Well, except when the encoding rules change from one instruction to
another, which is admittedly thus far why I haven't bothered with
RISC-V's 'C' extension.
Like, RVC is sort of like someone looked at Thumb and was then like
"Hold my beer!".
One other option would be, say, to have variable length ops with a
size/form bucket, say:
000: 32-bit op, 3R Forms
001: 32-bit op, 3RI Forms
010: 64-bit op, 3R/4R/etc forms
011: 64-bit op, 3RI Forms, Imm32
100: 96-bit op, -
101: 96-bit op, 3RI Forms, Imm64
Where, say:
000z-zzzz-zzdd-dddd ssss-sstt-tttt-zzzz //3R
001z-zzzz-zzdd-dddd ssss-ssii-iiii-iiii //3RI (Imm10)
011z-zzzz-zzdd-dddd ssss-sszz-zzzz-zzzz //3RI (Imm32)
iiii-iiii-iiii-iiii iiii-iiii-iiii-iiii //Imm
101z-zzzz-zzdd-dddd ssss-sszz-zzzz-zzzz //3RI (Imm64)
iiii-iiii-iiii-iiii iiii-iiii-iiii-iiii //Imm
iiii-iiii-iiii-iiii iiii-iiii-iiii-iiii //Imm
Where, say, the Imm32 and Imm64 encodings operate in (mostly) the same
space as the 3R encodings, but will normally suppress the Rt field in
favor of an immediate. The Imm10 encodings would represent a slightly
different encoding space (likely exclusively Load/Store ops and ALU
Immediate instructions).
This would be nicer for an assembler and linker, but would implicitly
mean that the instruction stream would no longer be "self-aligning".
Say, with a self-aligning stream, if one starts decoding/disassembling
instructions from an arbitrary location in the "text" sections, then the
decoding will realign with the instruction stream within a few
instruction words (this property is useful for tools like debuggers).
Possible, but likely to get rather annoying, rather fast.
One almost may as well have some designated architectural scratchpad
registers in this case.
Say:
DMULU R4, R5 //MACH:MACL = R4*R5
STS MACL, R2 // R2 = MACL
But, yeah, I know of an ISA that did the multiplier this way (cough, SH).

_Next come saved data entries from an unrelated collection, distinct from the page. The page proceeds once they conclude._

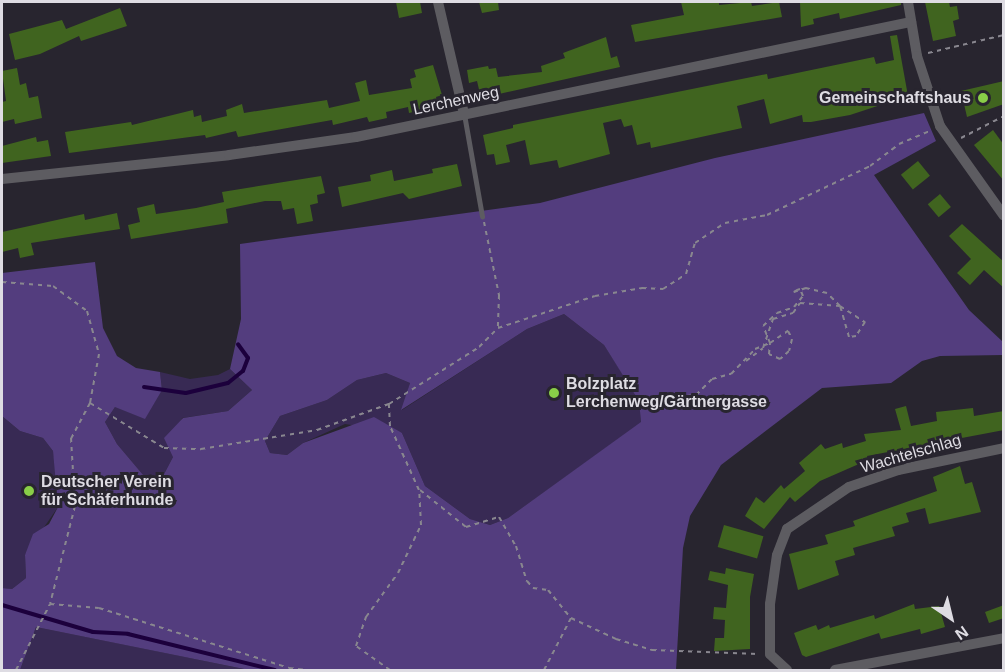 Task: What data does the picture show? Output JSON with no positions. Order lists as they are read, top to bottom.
{
  "streets": {
    "street": ["Lerchenweg", "Wachtelschlag"]
  },
  "places": ["Gemeinschaftshaus", "Bolzplatz Lerchenweg/Gärtnergasse", "Deutscher Verein für Schäferhunde"],
  "north": "bottom right"
} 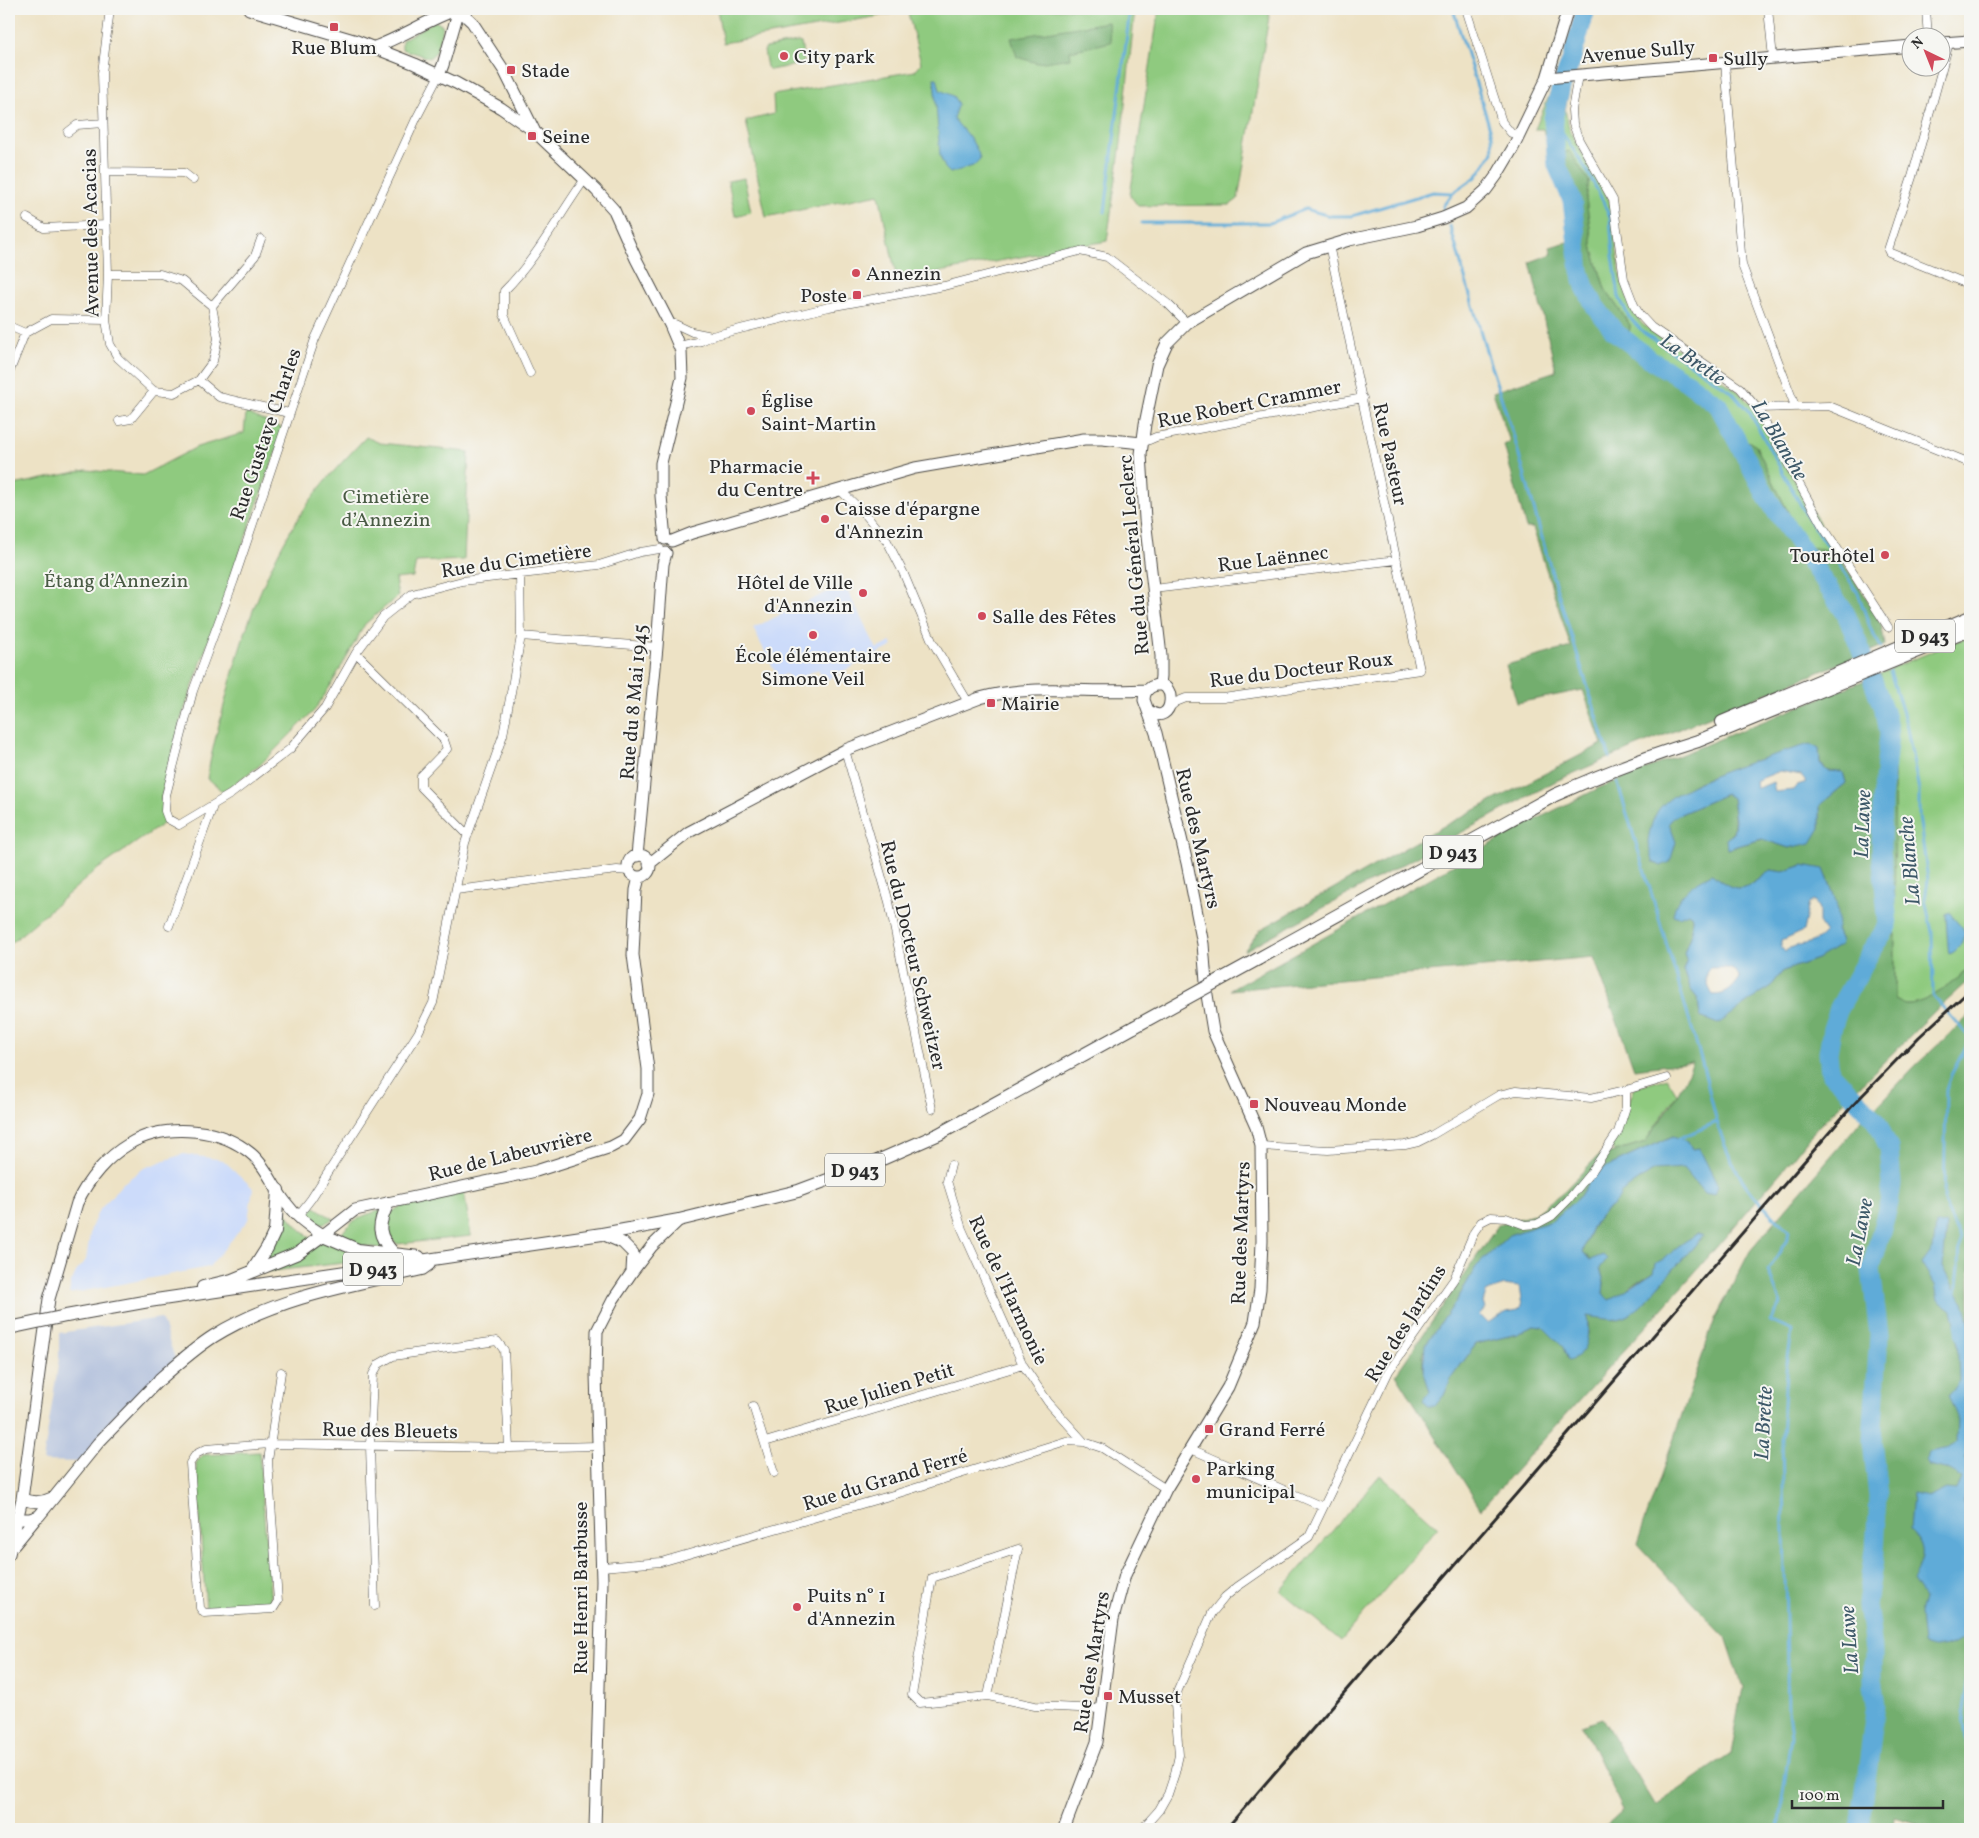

Though, to be fair, it is less bad than doing the multiplier via MMIO
(cough, MSP430).
In my case, the 32-bit widening multiply ops generate a 64-bit result:
MULU.L R4, R5, R2 //Zero-Extended
DMULU.L R4, R5, R2 //Widening
The 64-bit ops are only available in low/high variants, and slow. Had
considered a widening variant (with a 128-bit result), but given these
were only really added for sake of the RISC-V 'M' extension, and 'M'
doesn't have widening ops, I didn't bother in this case.
Though, a widening version would at least (in theory) make it more
useful for implementing 128-bit multiply, nevermind if it would still
currently be faster to build 128-bit multiply using the 32-bit multiply
ops (but, this part could be streamlined slightly if I added helper ops
to do the high/low and high-high multiplies without needing to use a
bunch of shift instructions...).
Well, and the (slow) 64-bit multiplier was still left out to try to
shoe-horn a 3-wide version of the BJX2 core into an XC7S50 (along with a
bunch of other features).
But, I still need to find a way to shave off some more LUTs, as I want
to be able to have a CPI based camera-interface module, and I still
don't currently have the LUT budget for this.
... decided to leave out going into the specifics of the CPI camera
interface or how the module would work (or my annoyances trying to fit
all this into the XC7S50 on the Arty S7...).
But, also annoyingly: I can't use my Nexys A7 board either, as it
doesn't have enough unassigned IO (all those
LEDs/switches/7-segment-display/VGA-port/... eating up much of the
FPGA's total IO pins). Its "sibling" (the Arty A7) mostly just leaving a
lot more of this to PMODs and similar.